When I was on omeprazole, I still found it useful to have a packet of Gaviscon / similar generic on hand when some food didn't agree with me. Different for everyone, but a very healthy looking green salad killed me! I didn't work out the exact culprit, I think it might be red onions.

I hope the omeprazole continues to do the trick for you, but if not give me a shout ... I think I am the closest thing to the resident reflux expert around here!

David.

Again., David, many thanks. I can't believe how much better I feel. I have to admit I've had the packet here for about a month since my GP prescribed them, but I kept thinking the digestive pain would go away and I really didn't want to start taking any extra meds. I tried everything natural - no good - but these little capsules are The Business!

Interesting idea about red onions (we always use these). Tomatoes and green salad weren't good but tinned toms in cooking were OK. I managed a salad y'day and was fine. Having a curry on Sat night - see how that goes!!

Best to all

One happy Chrissie

Last thing from me on this ... I imagine your doctor has prescribed you 20mg. That's the normal starting dose. If it's not working 100%, just take more (discussed with your doctor, of course). 40mg is a very normal dose.

My brother in-law had oesophageal cancer, and as a result of it needs to take PPIs. He found omeprazole not effective enough, but esomeprazole very good. Since reflux is so common, there are a load of options. Don't settle for "good enough", there will be a medicine and dose combination to totally eliminate the problem for you.

David.

 

Thank you again. David, Yes, I'm taking 20mgs and it's working just great ( at the moment). Good to now that there's a choice if I need it.

Best

Chrissie

hi there. i am newly diagnosed too (march 2016). in response to your first question i take ibuprofen for the aches and pains i experience.  don't get them all the time - perhaps on days of long walks/high exertion(i went to italy and walked around florence for a day for example) and it really helps.  my consultant says ibuprofen is fine to take. i think the us brand name is advil. 

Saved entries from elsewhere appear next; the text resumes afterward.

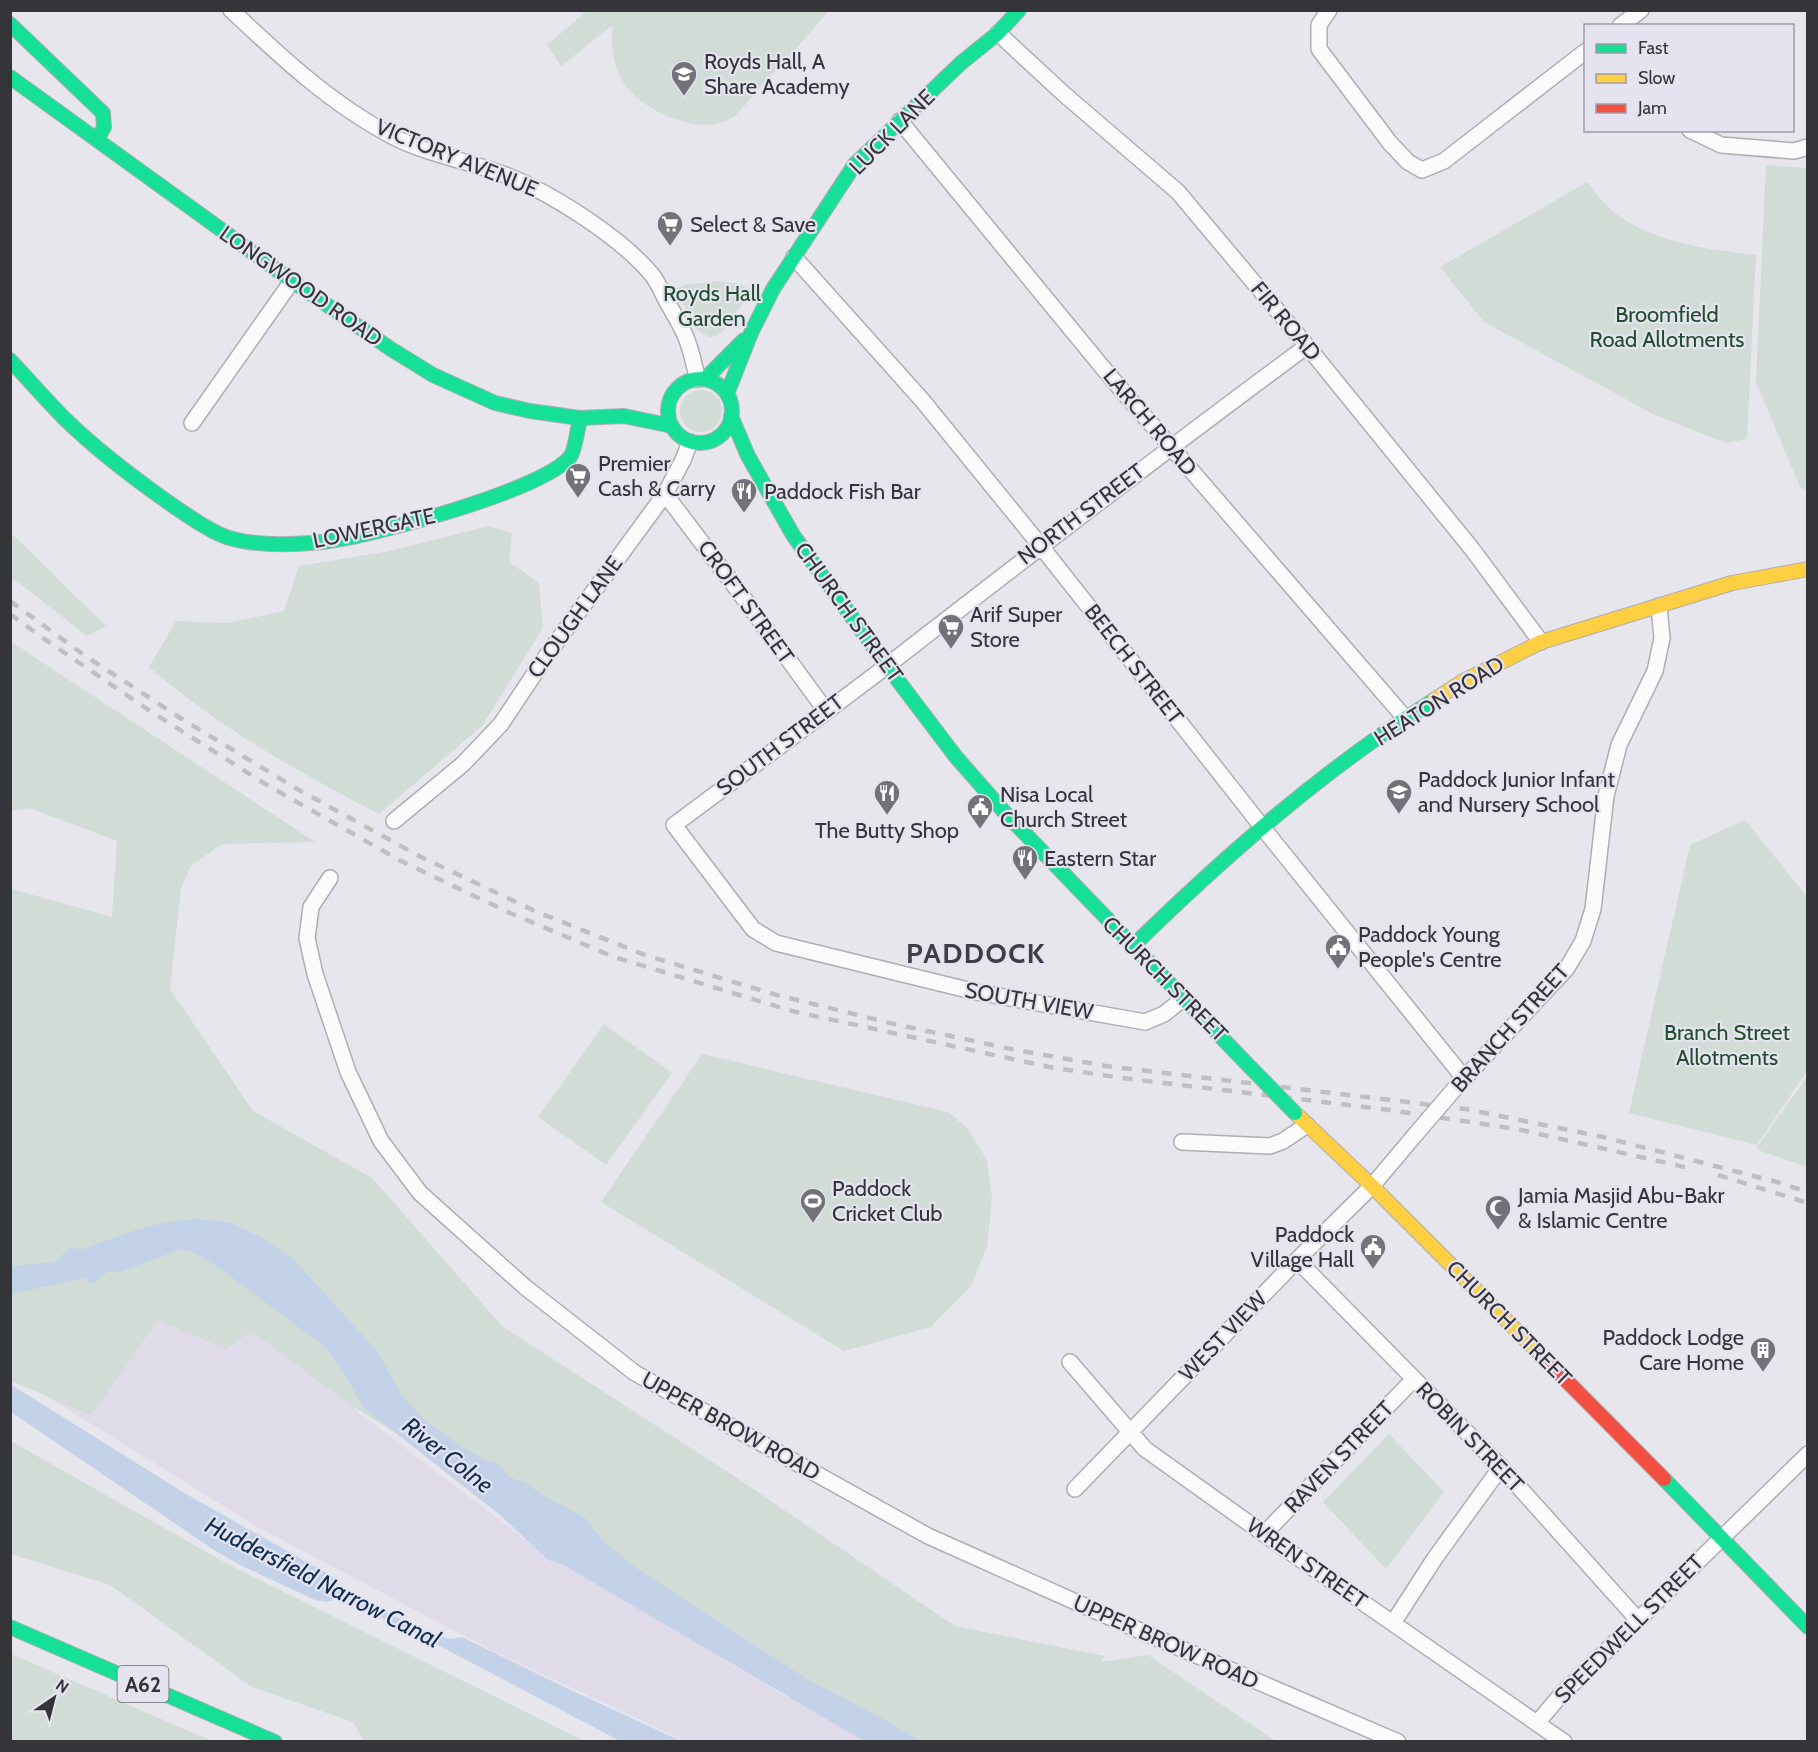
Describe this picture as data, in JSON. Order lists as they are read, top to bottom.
{
  "streets": {
    "street": [
      "LUCK LANE",
      "VICTORY AVENUE",
      "LONGWOOD ROAD",
      "FIR ROAD",
      "LARCH ROAD",
      "NORTH STREET",
      "LOWERGATE",
      "CROFT STREET",
      "CHURCH STREET",
      "CLOUGH LANE",
      "BEECH STREET",
      "HEATON ROAD",
      "SOUTH STREET",
      "SOUTH VIEW",
      "BRANCH STREET",
      "WEST VIEW",
      "UPPER BROW ROAD",
      "ROBIN STREET",
      "RAVEN STREET",
      "WREN STREET",
      "SPEEDWELL STREET",
      "A62"
    ]
  },
  "crossings": [
    ["LUCK LANE", "VICTORY AVENUE"],
    ["LUCK LANE", "LONGWOOD ROAD"],
    ["LUCK LANE", "FIR ROAD"],
    ["LUCK LANE", "LARCH ROAD"],
    ["LUCK LANE", "CHURCH STREET"],
    ["LUCK LANE", "CLOUGH LANE"],
    ["LUCK LANE", "BEECH STREET"],
    ["VICTORY AVENUE", "LONGWOOD ROAD"],
    ["VICTORY AVENUE", "CHURCH STREET"],
    ["VICTORY AVENUE", "CLOUGH LANE"],
    ["LONGWOOD ROAD", "LOWERGATE"],
    ["LONGWOOD ROAD", "CHURCH STREET"],
    ["LONGWOOD ROAD", "CLOUGH LANE"],
    ["FIR ROAD", "NORTH STREET"],
    ["FIR ROAD", "HEATON ROAD"],
    ["LARCH ROAD", "NORTH STREET"],
    ["LARCH ROAD", "HEATON ROAD"],
    ["NORTH STREET", "CHURCH STREET"],
    ["NORTH STREET", "BEECH STREET"],
    ["NORTH STREET", "SOUTH STREET"],
    ["CROFT STREET", "CLOUGH LANE"],
    ["CROFT STREET", "SOUTH STREET"],
    ["CHURCH STREET", "CLOUGH LANE"],
    ["CHURCH STREET", "HEATON ROAD"],
    ["CHURCH STREET", "SOUTH STREET"],
    ["CHURCH STREET", "SOUTH VIEW"],
    ["CHURCH STREET", "BRANCH STREET"],
    ["CHURCH STREET", "WEST VIEW"],
    ["CHURCH STREET", "SPEEDWELL STREET"],
    ["BEECH STREET", "HEATON ROAD"],
    ["BEECH STREET", "BRANCH STREET"],
    ["HEATON ROAD", "BRANCH STREET"],
    ["SOUTH STREET", "SOUTH VIEW"],
    ["BRANCH STREET", "WEST VIEW"],
    ["WEST VIEW", "ROBIN STREET"],
    ["WEST VIEW", "WREN STREET"],
    ["ROBIN STREET", "RAVEN STREET"],
    ["ROBIN STREET", "SPEEDWELL STREET"],
    ["RAVEN STREET", "WREN STREET"],
    ["WREN STREET", "SPEEDWELL STREET"]
  ],
  "districts": ["PADDOCK"],
  "water": ["River Colne", "Huddersfield Narrow Canal"],
  "parks": ["Royds Hall Garden", "Broomfield Road Allotments", "Branch Street Allotments"],
  "places": {
    "school or university": ["Royds Hall, A Share Academy", "Paddock Junior Infant and Nursery School"],
    "supermarket": ["Select & Save", "Premier Cash & Carry", "Arif Super Store"],
    "restaurant": ["Paddock Fish Bar", "The Butty Shop", "Eastern Star"],
    "public building": ["Nisa Local Church Street", "Paddock Young People's Centre", "Paddock Village Hall"],
    "sports": ["Paddock Cricket Club"],
    "mosque": ["Jamia Masjid Abu-Bakr & Islamic Centre"],
    "building": ["Paddock Lodge Care Home"]
  },
  "legend": ["Fast", "Slow", "Jam"],
  "north": "top right"
}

your question 4.  i bumped my tablets by an hour when i went to italy last month because i take them at 6am and 6pm and the 6pm dose moving to 7pm might have affected dinner/fun plans. if i was dealing with a 6 hour time difference i think i would not bother though - too difficult to adjust unless you're going to be away for a good chunk of time. i quite like the 'fasting' bit though. it reminds me that i should be looking after myself. i do have alarms set, and am as rigid as i can be about the time i take the tablets. 

when travelling to italy i had no problems with customs, i have an alert card in my purse so planned on using that as an explanation if i was questioned. 

hope this helps! Tx

I was 35 when I was diagnosed in March 2015.  Male. I was on Tasigna before I had to switch to a new TKI.  Like you I lived a pretty athletic life prior to diagnosis.  I'm in the U.S as well.  When I started Tasigna my energy levels went to zero, had full body rashes, nausea, random hair loss on certain parts of my body, and the headaches... oh my god the headaches were bad.  But I eventually got over all of the side effects, except for fatigue. I was find during the day but by about 5 or 6pm every day my tank was on empty. Didn't matter if I worked out or not. Took or a nap or not. Always tapped out by dinner time.  So I just made sure I packed everything in as much as I could during the day. I could work out like normal - I'd wake up and take my first dose at 5am and then head straight to the gym.  By the end of my workout an hour had passed so I would eat breakfast and then head to work.  I'm actually in better shape now than I was prior to diagnosis.  From what I understand though its different for everyone but that most people get used to their side effects.